Comparative results:
| Extractor | Main Content F1 | Code EditSim | Formula EditSim | Table TEDS |
|---|---|---|---|---|
| Trafilatura | 0.624 | 0.1305 | 0.6107 | 0.3405 |
| Resiliparse | 0.623 | 0.0641 | 0.6778 | 0.0227 |
| MinerU-HTML | 0.818 | 0.9093 | 0.9399 | 0.7388 |
MinerU-HTML outperforms heuristics by large margins across all fidelity metrics (Ma et al., 20 Nov 2025).
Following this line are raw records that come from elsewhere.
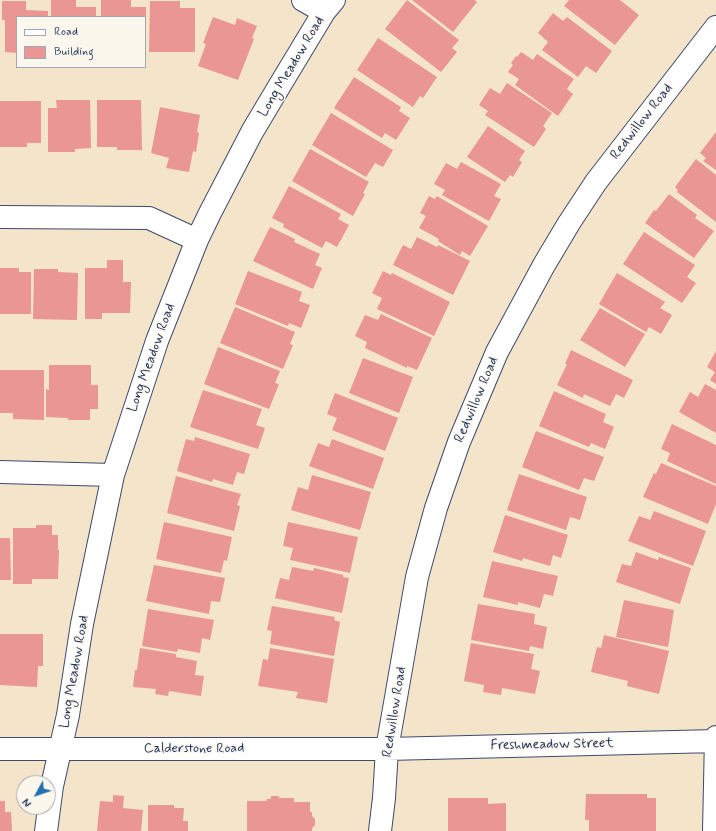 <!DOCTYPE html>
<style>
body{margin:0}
#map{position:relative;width:716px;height:831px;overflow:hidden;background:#f4e4ca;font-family:Mynerve,sans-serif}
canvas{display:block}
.legend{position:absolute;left:16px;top:16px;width:130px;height:52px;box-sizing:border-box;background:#fbf7ec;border:1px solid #a1a7b3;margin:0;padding:5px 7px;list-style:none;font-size:12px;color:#1b2f5e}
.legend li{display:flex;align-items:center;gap:8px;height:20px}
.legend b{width:20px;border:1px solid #a1a7b3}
.north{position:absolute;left:16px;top:775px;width:40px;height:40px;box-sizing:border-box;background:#fbf7ec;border:1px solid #a1a7b3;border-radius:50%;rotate:230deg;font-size:11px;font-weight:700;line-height:16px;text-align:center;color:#1b2f5e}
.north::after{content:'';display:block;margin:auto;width:14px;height:18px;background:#1f6fb2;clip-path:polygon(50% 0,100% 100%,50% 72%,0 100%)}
</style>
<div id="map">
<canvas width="716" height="831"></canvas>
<ul class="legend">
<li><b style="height:5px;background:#fff"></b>Road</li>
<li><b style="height:11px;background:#e99695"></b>Building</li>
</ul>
<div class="north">N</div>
</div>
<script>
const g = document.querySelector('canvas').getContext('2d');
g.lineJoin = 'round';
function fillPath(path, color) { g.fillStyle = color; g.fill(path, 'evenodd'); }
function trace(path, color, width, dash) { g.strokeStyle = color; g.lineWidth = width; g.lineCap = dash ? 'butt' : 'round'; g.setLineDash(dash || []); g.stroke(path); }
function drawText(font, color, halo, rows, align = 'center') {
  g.font = font + ' Mynerve,sans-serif'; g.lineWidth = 3; g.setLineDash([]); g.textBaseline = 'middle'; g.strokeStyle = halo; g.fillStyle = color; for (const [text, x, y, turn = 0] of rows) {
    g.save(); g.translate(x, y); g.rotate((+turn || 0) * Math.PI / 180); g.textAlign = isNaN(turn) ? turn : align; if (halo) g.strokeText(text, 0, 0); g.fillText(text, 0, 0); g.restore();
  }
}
fillPath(new Path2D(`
 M51,0H76V7H96V17H51Z
 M101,0H131V7H146V17H101Z
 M407,0L459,40L452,48L457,52L441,72L385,29Z
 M412,0H474L477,2L453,32Z
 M569,0H620L639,15L615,45L564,6Z
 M2,1H26V10L48,11V17H17V53L5,52V20H2Z
 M150,1H180V8H195V52H149Z
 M553,13L563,21L567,17L612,51L596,73L586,66L578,77L542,50L548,42L538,33Z
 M213,17L235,25L237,18L257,26L252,38L254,39L238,80L198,66L206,44L203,43Z
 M378,38L437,77L423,98L420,96L413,107L357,70Z
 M521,52L533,60L537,54L574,79L567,89L573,94L558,116L515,85L519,79L508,72L513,65L511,63L516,56L517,57Z
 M354,77L401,107L399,111L410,118L396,140L385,133L382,138L334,108Z
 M507,83L552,113L543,126L546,129L534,147L485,115L488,111L479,105L490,88L500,94Z
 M56,100H90L91,148L75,149V152H48V108H57Z
 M97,100H141L142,150H117V147H97Z
 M0,101H41V143H27V147H0Z
 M160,107L200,115L197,132L199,133L196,152L193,151L189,172L166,168L169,158L151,153Z
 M331,113L393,150L383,167L375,163L366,177L312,145Z
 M488,126L525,151L519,160L522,162L513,177L510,175L505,182L467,157Z
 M716,132V170L703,161L706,158L700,153Z
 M310,149L369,182L363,193L365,194L353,216L292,181Z
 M696,159L716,175V222L677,192L678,190L675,187Z
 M461,162L501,184L494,196L501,199L489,221L442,195L445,190L434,184L446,163L457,169Z
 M289,186L341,214L338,219L349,225L337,247L326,241L322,248L283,227L284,224L272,218Z
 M669,194L697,215L695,218L714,231L694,258L645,223L654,210L656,211Z
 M429,196L435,199L437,196L488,226L470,256L462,251L460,255L438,241L439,239L419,228L426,216L420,213Z
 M270,227L295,239L294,242L320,254L315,265L322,268L313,289L253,261Z
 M644,232L695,265L687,277L696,283L682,303L623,264Z
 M417,237L437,247L438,245L470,261L453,295L393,265L403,245L411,249Z
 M107,260H123V282H131L130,313H102V319H85V268H107Z
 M0,268H19V272H31V314H0Z
 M34,269H58V272L78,273L77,320L33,319Z
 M248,271L302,292L299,301L310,305L301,328L289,323L288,326L235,304Z
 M383,271L391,275L392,273L450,302L434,336L377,309L382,298L372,293Z
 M617,273L665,302L660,308L672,315L661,334L649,327L646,332L599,304Z
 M235,307L295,332L290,344L293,345L283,369L220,343Z
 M600,308L645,334L625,367L580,340Z
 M381,314L432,338L417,370L407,366V368L365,348L367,342L355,336L365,315L378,320Z
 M218,347L280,371L275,383L279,384L269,409L204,384Z
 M571,350L633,380L624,398L616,394L610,406L584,394L583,398L557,385L567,364H565Z
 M716,351V384L710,380L715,372L707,367Z
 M363,358L413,377L399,413L349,393Z
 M49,365H91V385H98V409H90V420H68V418L46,417V389L49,390Z
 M0,370H44V420L13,419V413H0Z
 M705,384L716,390V433L679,412L690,392L698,397Z
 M203,390L262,409L256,425L265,428L258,449L190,427Z
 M554,391L606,414L603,422L614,427L605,449L591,443L589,447L539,426Z
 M335,393L398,418L385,451L332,430L337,418L327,414Z
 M672,424L716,445V484L667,461L670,453L661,449Z
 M536,431L604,457L594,481L584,478L579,490L522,467Z
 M195,437L250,454L244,474L237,472L233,485L213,479L212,482L177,471L186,439L194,441Z
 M332,439L384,458L373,489L309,466L318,443L329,447Z
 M661,463L716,486V504L708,524L643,497L654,473L656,474Z
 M519,474L587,497L580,520L570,517L566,530L507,510Z
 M312,475L371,492L360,530L291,510L298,487L308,490Z
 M176,476L241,494L237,505L240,506L234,531L167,513Z
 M654,511L706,531L693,566L628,541L639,516L650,520Z
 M505,515L568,535L561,558L553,555L550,566L523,558L522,561L493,552Z
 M164,522L232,537L227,561L224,560L221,573L156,559Z
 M288,522L358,537L350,573L290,560L293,548L283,546Z
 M36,525H52V535H58V550H59L58,579H32V584H13V528H36Z
 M0,538H10L11,580H0Z
 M636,552L658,560L659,557L691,568L680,604L616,582L622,564L631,566Z
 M492,561L558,576L553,596L544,594L540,608L518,602V605L483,597Z
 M154,565L225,578L220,602L211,601L209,614L146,601Z
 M292,567L313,571L314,568L343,575V577L349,578L342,613L275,598L280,578L289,580Z
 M624,600L674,610L668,647L616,637Z
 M478,604L535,614L534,624L547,627L543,649L530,646L529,651L471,640Z
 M272,606L335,617L334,620L340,622L334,656L270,644L272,631L267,630Z
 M148,609L214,620L210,640L202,638L200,653L178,649L177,652L142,646Z
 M0,634H43V666H38L37,687L0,685Z
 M604,635L669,651L659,694L627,686L628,681L591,672L597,647L601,648Z
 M471,643L534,654L531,669L540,671L535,694L502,688L501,695L483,692L484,685L464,681Z
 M140,648L176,654V657L197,661L195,675L204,676L201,696L169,691L168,696L155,694L156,689L133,687L135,670H137Z
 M270,648L334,659L327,703L296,698L298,692L258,686L263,659L268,660Z
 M586,794H647V798H656V831H589V820H585Z
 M113,795L124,796L123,808L143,810L141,831H97L100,801L113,802Z
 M271,796H279V798H294V802H310V812H312V816L315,819V825L312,828V831H247V801H266L267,799H271Z
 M448,798H488V804L506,803V831H448Z
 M0,801H5V812H11L12,831H0Z
 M148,805H174V808H184L183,821H188V831H148Z`), '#e99695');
const minor = new Path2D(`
 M303,0L324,12
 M0,217L149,218L197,240
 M0,472L113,475
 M0,749H387L716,741
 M46,831L52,786L68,715L82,624L113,475L157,341L197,240L210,213L252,132L280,85L324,12L334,0
 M380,831L384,798L387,749L417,577L436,508L459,442L497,352L544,265L569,223L596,182L716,27
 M714,831L716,737`);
trace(minor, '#3c4a6e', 24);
trace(minor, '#fff', 22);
drawText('14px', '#1b2f5e', '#fbf7ec', [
 ["Long Meadow Road",292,67,-59],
 ["Redwillow Road",642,122,-52],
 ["Long Meadow Road",152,358,-70],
 ["Redwillow Road",477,400,-67],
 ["Long Meadow Road",75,672,-80],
 ["Redwillow Road",395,712,-81],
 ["Freshmeadow Street",552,745,-1],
 ["Calderstone Road",194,749]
]);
</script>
Structured element preservation is particularly notable: code and formulas are restored with >90% edit similarity.
4. Corpus Construction and Scaling for LLM Pretraining
The MinerU-HTML pipeline underlies the construction of AICC (AI-ready Common Crawl), a 7.3-trillion token multilingual corpus. The system processes two Common Crawl snapshots, first by clustering pages based on DOM templates. For each template, a single page is run through MinerU-HTML's sequence labeling inference (on GPU), then distilled into XPath/CSS rules for CPU-scale extraction on other pages, with only 0.4% of pages requiring LM inference.
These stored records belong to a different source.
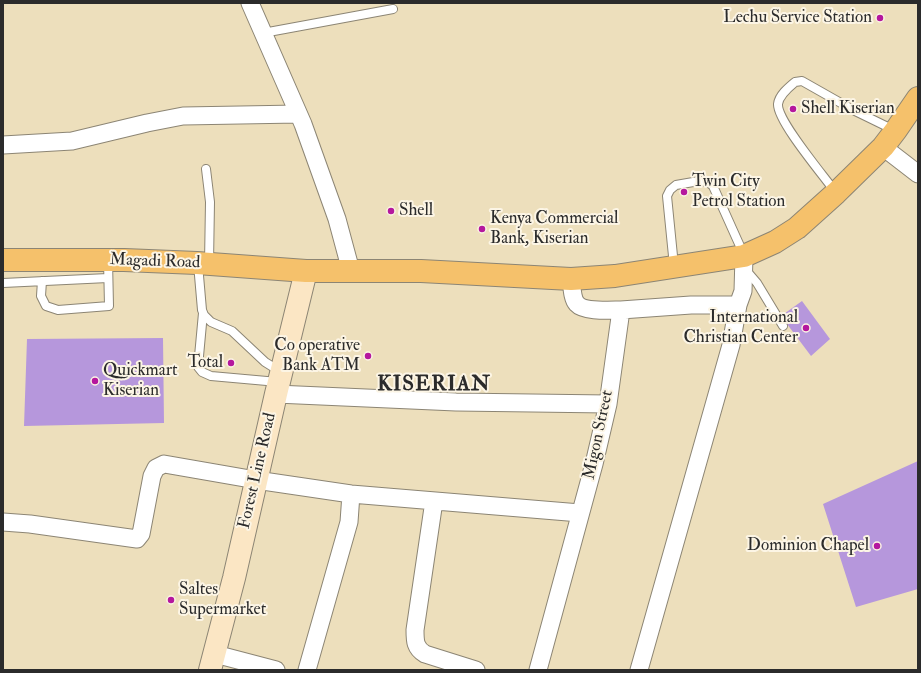 <!DOCTYPE html>
<style>
body{margin:0}
#map{position:relative;width:921px;height:673px;overflow:hidden;background:#eddfbc;font-family:"IM FELL Double Pica",serif}
canvas{display:block}
.frame{position:absolute;inset:0;border:4px solid #2b2b2b;pointer-events:none}
</style>
<div id="map">
<canvas width="921" height="673"></canvas>
<div class="frame"></div>
</div>
<script>
const ctx = document.querySelector('canvas').getContext('2d');
ctx.lineJoin = 'round';
function paint(path, color) { ctx.fillStyle = color; ctx.fill(path, 'evenodd'); }
function trace(path, color, width, dash) { ctx.strokeStyle = color; ctx.lineWidth = width; ctx.lineCap = dash ? 'butt' : 'round'; ctx.setLineDash(dash || []); ctx.stroke(path); }
function drawText(font, color, halo, rows, align = 'center') {
  ctx.font = font + ' "IM FELL Double Pica",serif'; ctx.lineWidth = 4; ctx.setLineDash([]); ctx.textBaseline = 'middle'; ctx.strokeStyle = halo; ctx.fillStyle = color; for (const [text, x, y, turn = 0] of rows) {
    ctx.save(); ctx.translate(x, y); ctx.rotate((+turn || 0) * Math.PI / 180); ctx.textAlign = isNaN(turn) ? turn : align; if (halo) ctx.strokeText(text, 0, 0); ctx.fillText(text, 0, 0); ctx.restore();
  }
}
paint(new Path2D(`
 M802,301L830,339L811,356L781,316Z
 M163,338L164,423L24,426L27,339Z
 M918,461V589L856,607L823,504Z`), '#b697dc');
const service = new Path2D(`
 M263,33L393,9
 M206,169L210,202L209,263
 M836,193C824,176 777,121 778,104C779,95 789,87 795,82L802,81L855,111L894,130
 M198,264L202,310L204,315L211,322L232,331L265,362L281,372
 M674,266L667,196L670,190L676,185L699,181L708,182L713,186L744,255
 M745,269L757,283L783,326
 M42,281L41,296L46,306L58,310L109,306L108,260
 M3,283L108,278
 M203,313L198,367L202,372L211,376L278,382`);
const minor = new Path2D(`
 M250,3L303,124L337,219L351,271
 M3,145L72,141L147,123L183,116L298,114
 M883,147L918,174
 M571,279C572,286 572,299 577,304C584,312 611,310 621,310
 M276,394L456,402L608,404
 M434,501L415,630C415,641 415,648 425,654L476,670
 M3,522L30,524L137,539L141,534L152,476L156,468L164,464L256,480L351,494L580,513
 M215,654L276,670
 M307,670L349,522L351,494
 M538,670L594,464L608,404L621,310L691,305H738
 M639,670L731,345L738,305L743,291L744,256`);
const secondary = new Path2D(`
 M210,670L234,578L276,394L306,271`);
const trunk = new Path2D(`
 M3,260H124L197,263L306,271H421L571,279L615,276L744,256L775,242L797,228L836,193L883,147L896,130L918,98`);
trace(service, '#8c8574', 10);
trace(minor, '#8c8574', 19);
trace(secondary, '#8c8574', 24);
trace(trunk, '#8c8574', 24);
trace(service, '#fff', 8);
trace(minor, '#fff', 17);
trace(secondary, '#fbe6c4', 22);
trace(trunk, '#f5c16b', 22);
for (const [x, y, r, color] of [
 [880,18,4,"#b5179e"],
 [793,109,4,"#b5179e"],
 [684,192,4,"#b5179e"],
 [391,211,4,"#b5179e"],
 [482,229,4,"#b5179e"],
 [806,328,4,"#b5179e"],
 [368,356,4,"#b5179e"],
 [231,363,4,"#b5179e"],
 [95,381,4,"#b5179e"],
 [877,546,4,"#b5179e"],
 [171,600,4,"#b5179e"]
]) { const dot = new Path2D(); dot.arc(x, y, r, 0, 2 * Math.PI); ctx.fillStyle = color; ctx.fill(dot); trace(dot, '#fcf5e5', 1.5); }
drawText('17px', '#2b2b2b', '#fcf5e5', [
 ["Lechu Service Station",872,18,"right"],
 ["Shell Kiserian",801,109],
 ["Twin City",692,182],
 ["Petrol Station",692,202],
 ["Shell",399,211],
 ["Kenya Commercial",490,219],
 ["Bank, Kiserian",490,239],
 ["International",798,318,"right"],
 ["Christian Center",798,338,"right"],
 ["Co operative",360,346,"right"],
 ["Bank ATM",360,366,"right"],
 ["Total",223,363,"right"],
 ["Quickmart",103,371],
 ["Kiserian",103,391],
 ["Dominion Chapel",869,546,"right"],
 ["Saltes",179,590],
 ["Supermarket",179,610]
], 'left');
drawText('17px', '#2b2b2b', '#fcf5e5', [
 ["Magadi Road",155,262,2],
 ["Migon Street",599,435,-78],
 ["Forest Line Road",258,471,-77]
]);
ctx.letterSpacing = '1px';
drawText('bold 21px', '#2b2b2b', '#fcf5e5', [
 ["KISERIAN",434,385]
]);
ctx.letterSpacing = '0px';
</script>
Post-extraction, both AICC and baseline TfCC (Trafilatura-extracted) corpora undergo identical five-stage post-processing: SHA-256 deduplication, language ID filtering (FastText), quality filtering (Gopher/LLM rules), safety filtering, and fuzzy deduplication (MinHash + LSH). The final sizes (after filtering) are 372B tokens (AICC) and 317B tokens (TfCC), with AICC documents being on average 1.16× longer and preferred by an LLM judge in 72% of pairwise comparisons.
5. Downstream Impact on LLM Pretraining
In controlled pretraining experiments (1.5B-parameter transformer, 62B-token training budget, strict parity on filtering and training), MinerU-HTML’s corpus (AICC) produces measurable, statistically significant downstream gains:
- Overall accuracy (13 benchmarks):
- AICC: 50.82%
- TfCC: 49.74% (∆=+1.08 pp)
- FineWeb: 49.61%
- RefinedWeb: 49.13%
- Category breakdown:
| Category | AICC | TfCC | FineWeb | RefinedWeb |
|---|---|---|---|---|
| General Knowledge | 47.54% | 45.61% | 46.86% | 44.57% |
| Reasoning | 59.83% | 59.34% | 60.69% | 59.43% |
| Reading Comprehension | 42.37% | 42.02% | 36.68% | 41.10% |
Performance gains persist throughout training, with models trained on higher-quality extraction consisently outperforming those trained on heuristically extracted content (Ma et al., 20 Nov 2025). This provides direct empirical evidence that structured preservation in extraction is as impactful for LLM capabilities as aggressive web corpus filtering.
6. Best Practices, Limitations, and Future Directions
- HTML extraction should not be treated as a solved step—improvements in extraction can have effects on par with those from improved filtering.
- Model-based sequence labeling, typified by MinerU-HTML, robustly restores code, tables, and formulas, and allows further improvement via scaling and better supervision.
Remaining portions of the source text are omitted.